Entries taken from a collection:
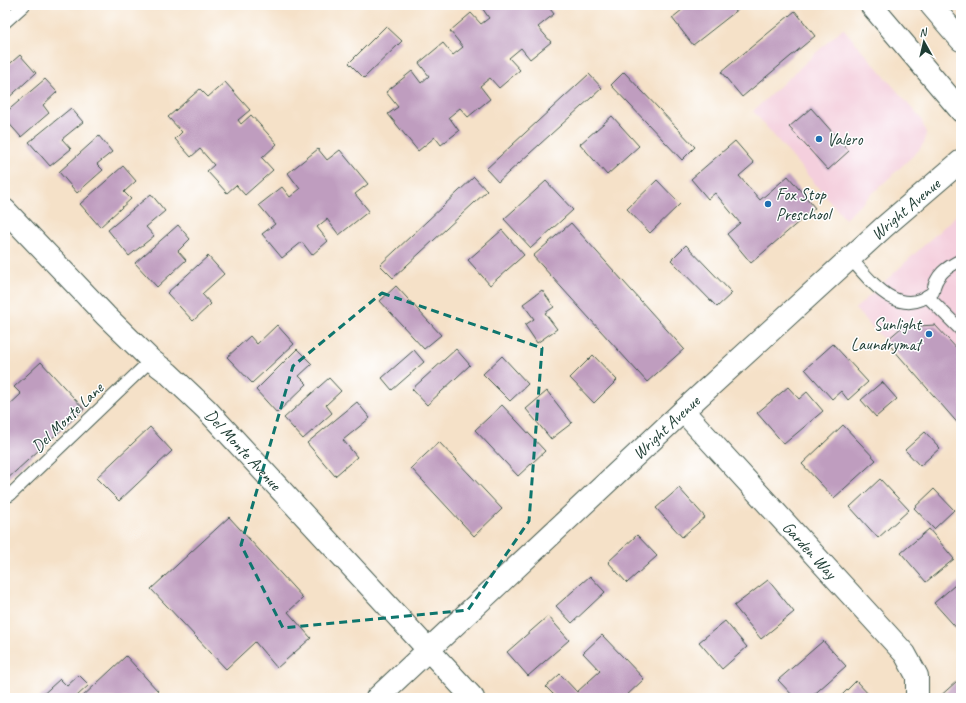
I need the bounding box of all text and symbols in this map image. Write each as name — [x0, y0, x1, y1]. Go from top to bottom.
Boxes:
north arrow — [904, 22, 944, 62]
text: N — [918, 24, 929, 40]
place label: Valero — [827, 129, 863, 150]
marker: Valero — [814, 134, 824, 144]
street label: Wright Avenue — [867, 173, 946, 245]
place label: Fox Stop Preschool — [776, 184, 834, 225]
marker: Fox Stop Preschool — [763, 199, 773, 209]
place label: Sunlight Laundrymat — [851, 314, 923, 355]
marker: Sunlight Laundrymat — [924, 329, 934, 339]
street label: Del Monte Lane — [27, 377, 109, 457]
street label: Wright Avenue — [628, 390, 705, 464]
street label: Del Monte Avenue — [200, 405, 287, 496]
street label: Garden Way — [778, 517, 842, 584]

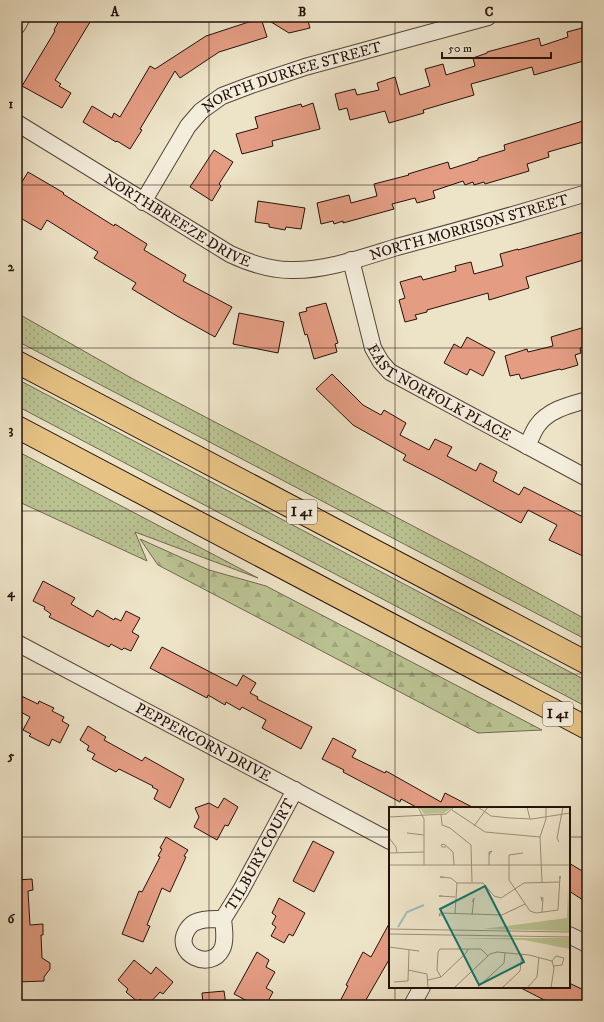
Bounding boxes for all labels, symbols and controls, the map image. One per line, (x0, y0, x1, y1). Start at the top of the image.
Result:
text: A (110, 4, 120, 20)
text: B (298, 4, 306, 20)
text: C (485, 4, 494, 20)
scale bar (442, 34, 551, 60)
street label: NORTH DURKEE STREET (198, 37, 384, 117)
text: 50 m (448, 41, 472, 56)
text: 1 (9, 96, 14, 112)
street label: NORTHBREEZE DRIVE (101, 169, 254, 272)
street label: NORTH MORRISON STREET (367, 190, 571, 264)
text: 2 (8, 259, 15, 275)
street label: EAST NORFOLK PLACE (363, 340, 515, 445)
text: 3 (9, 422, 14, 438)
road number: I 41 (287, 500, 317, 524)
text: 4 (6, 585, 15, 602)
street label: PEPPERCORN DRIVE (132, 698, 275, 786)
road number: I 41 (543, 702, 573, 726)
text: 5 (7, 748, 15, 764)
street label: TILBURY COURT (221, 795, 298, 914)
inset map (389, 807, 570, 988)
text: 6 (8, 911, 16, 927)

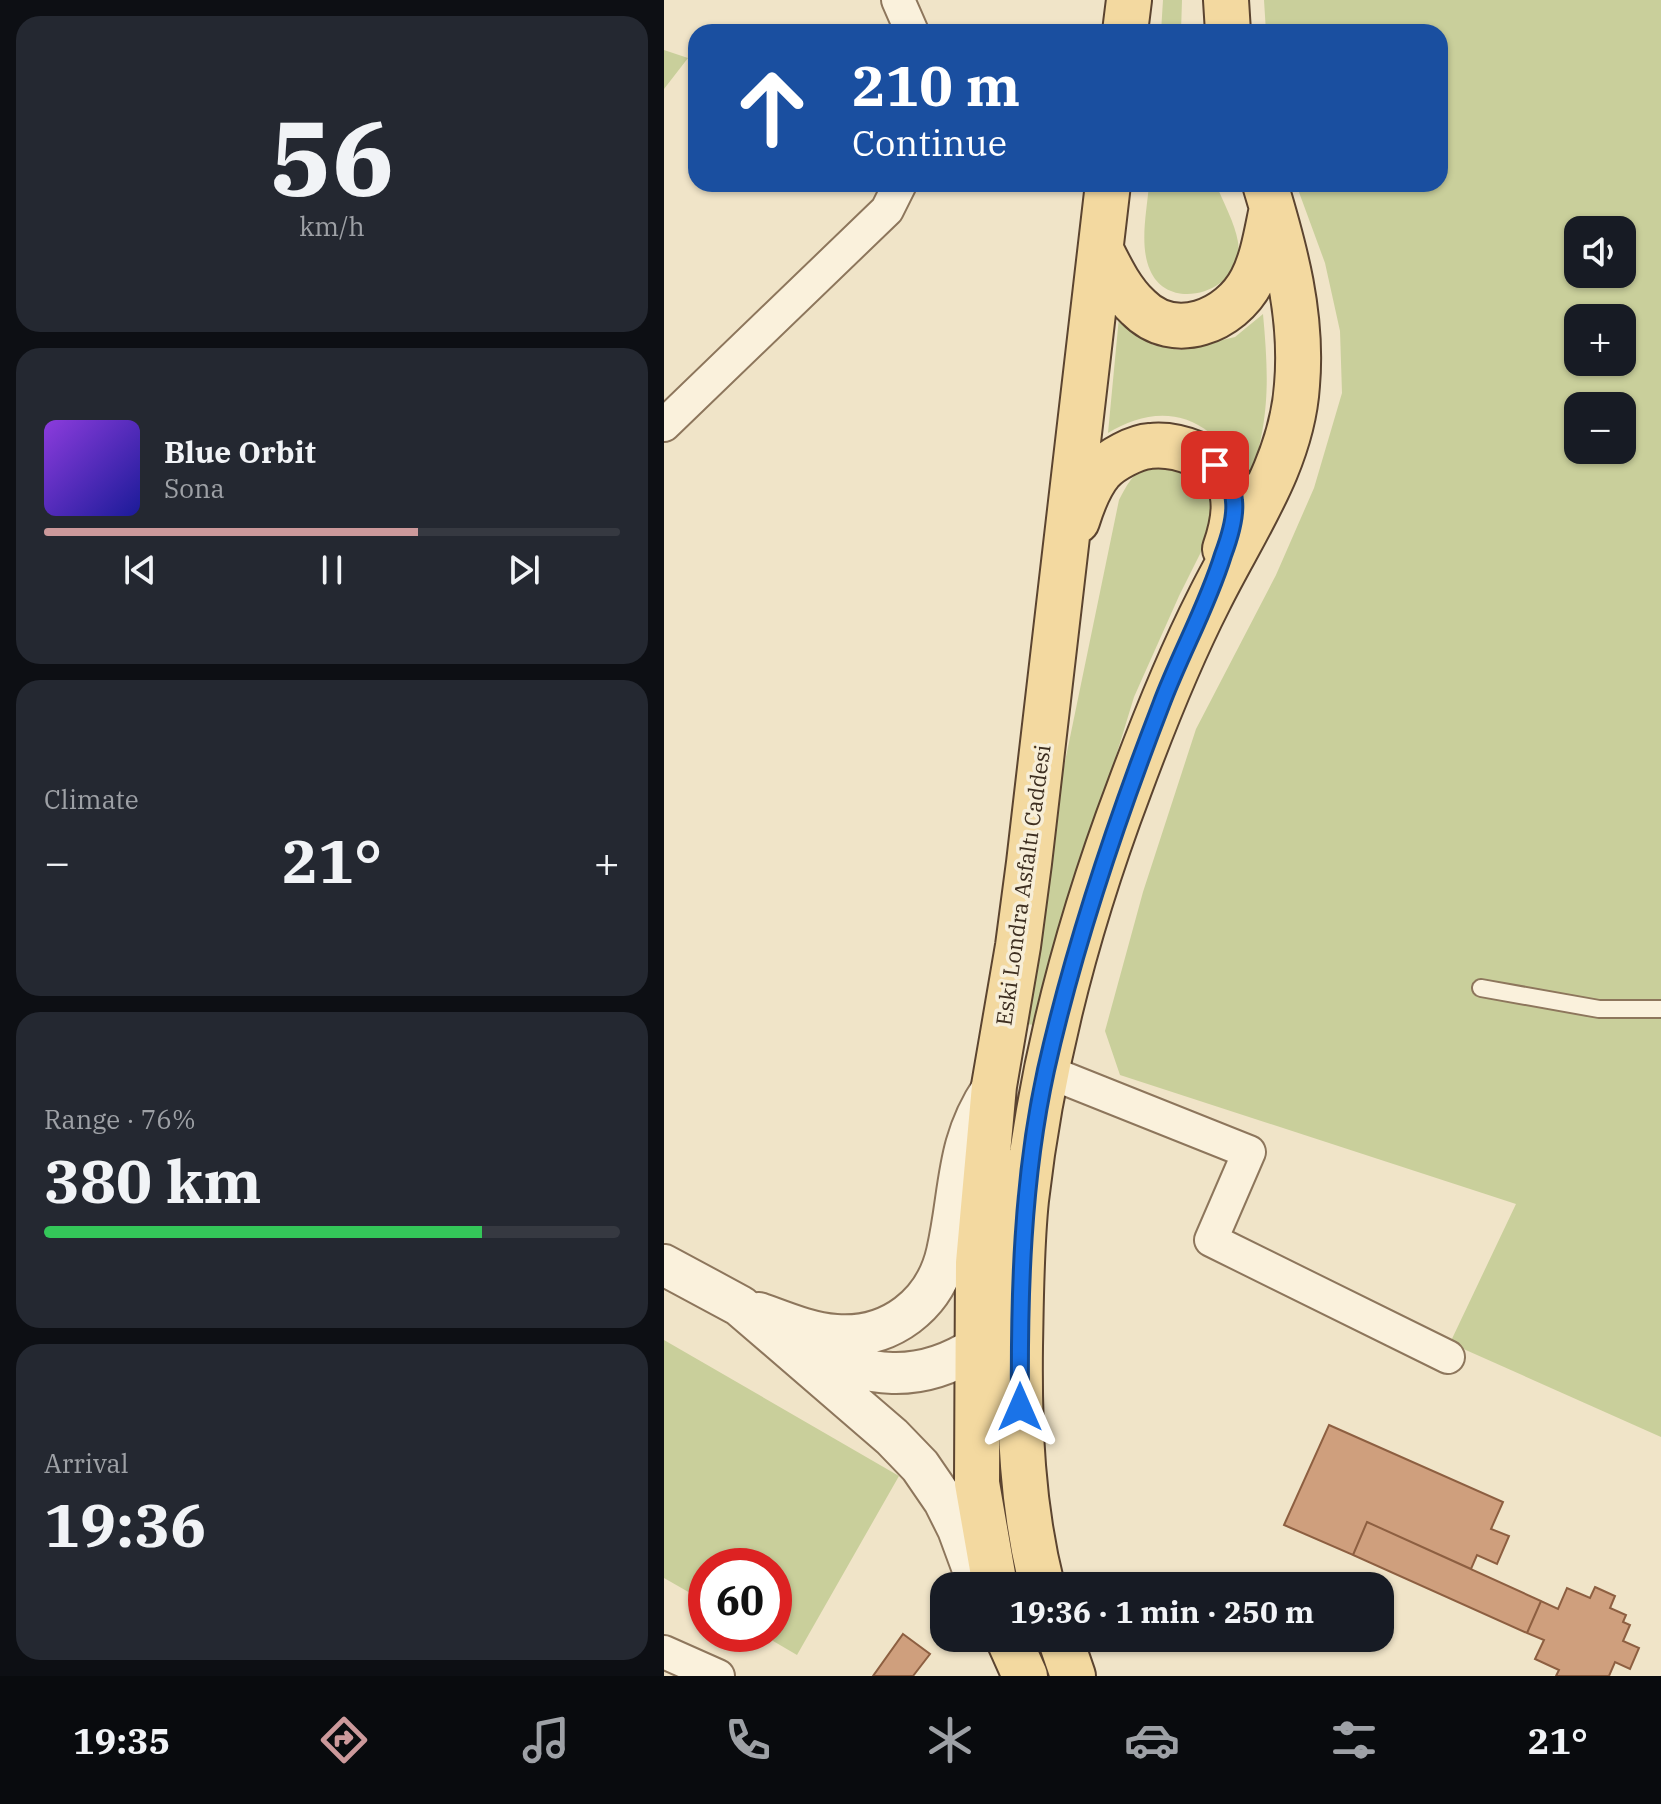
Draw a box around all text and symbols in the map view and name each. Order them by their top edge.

The task. From the opening line of the entries above to the line that holds "Bounding boxes for", inclusive, reproduce each line exactly and omit any picture.

Finished exercise.
I need the bounding box of all text and symbols in this map image. Write each as name — [x0, y0, x1, y1]. Go from top to bottom.
Boxes:
north arrow — [904, 22, 944, 62]
text: N — [918, 24, 929, 40]
place label: Valero — [827, 129, 863, 150]
marker: Valero — [814, 134, 824, 144]
street label: Wright Avenue — [867, 173, 946, 245]
place label: Fox Stop Preschool — [776, 184, 834, 225]
marker: Fox Stop Preschool — [763, 199, 773, 209]
place label: Sunlight Laundrymat — [851, 314, 923, 355]
marker: Sunlight Laundrymat — [924, 329, 934, 339]
street label: Del Monte Lane — [27, 377, 109, 457]
street label: Wright Avenue — [628, 390, 705, 464]
street label: Del Monte Avenue — [200, 405, 287, 496]
street label: Garden Way — [778, 517, 842, 584]

Bounding boxes for all labels, symbols and controls, the map image. One per line, (x0, y0, x1, y1). Start at the top of the image.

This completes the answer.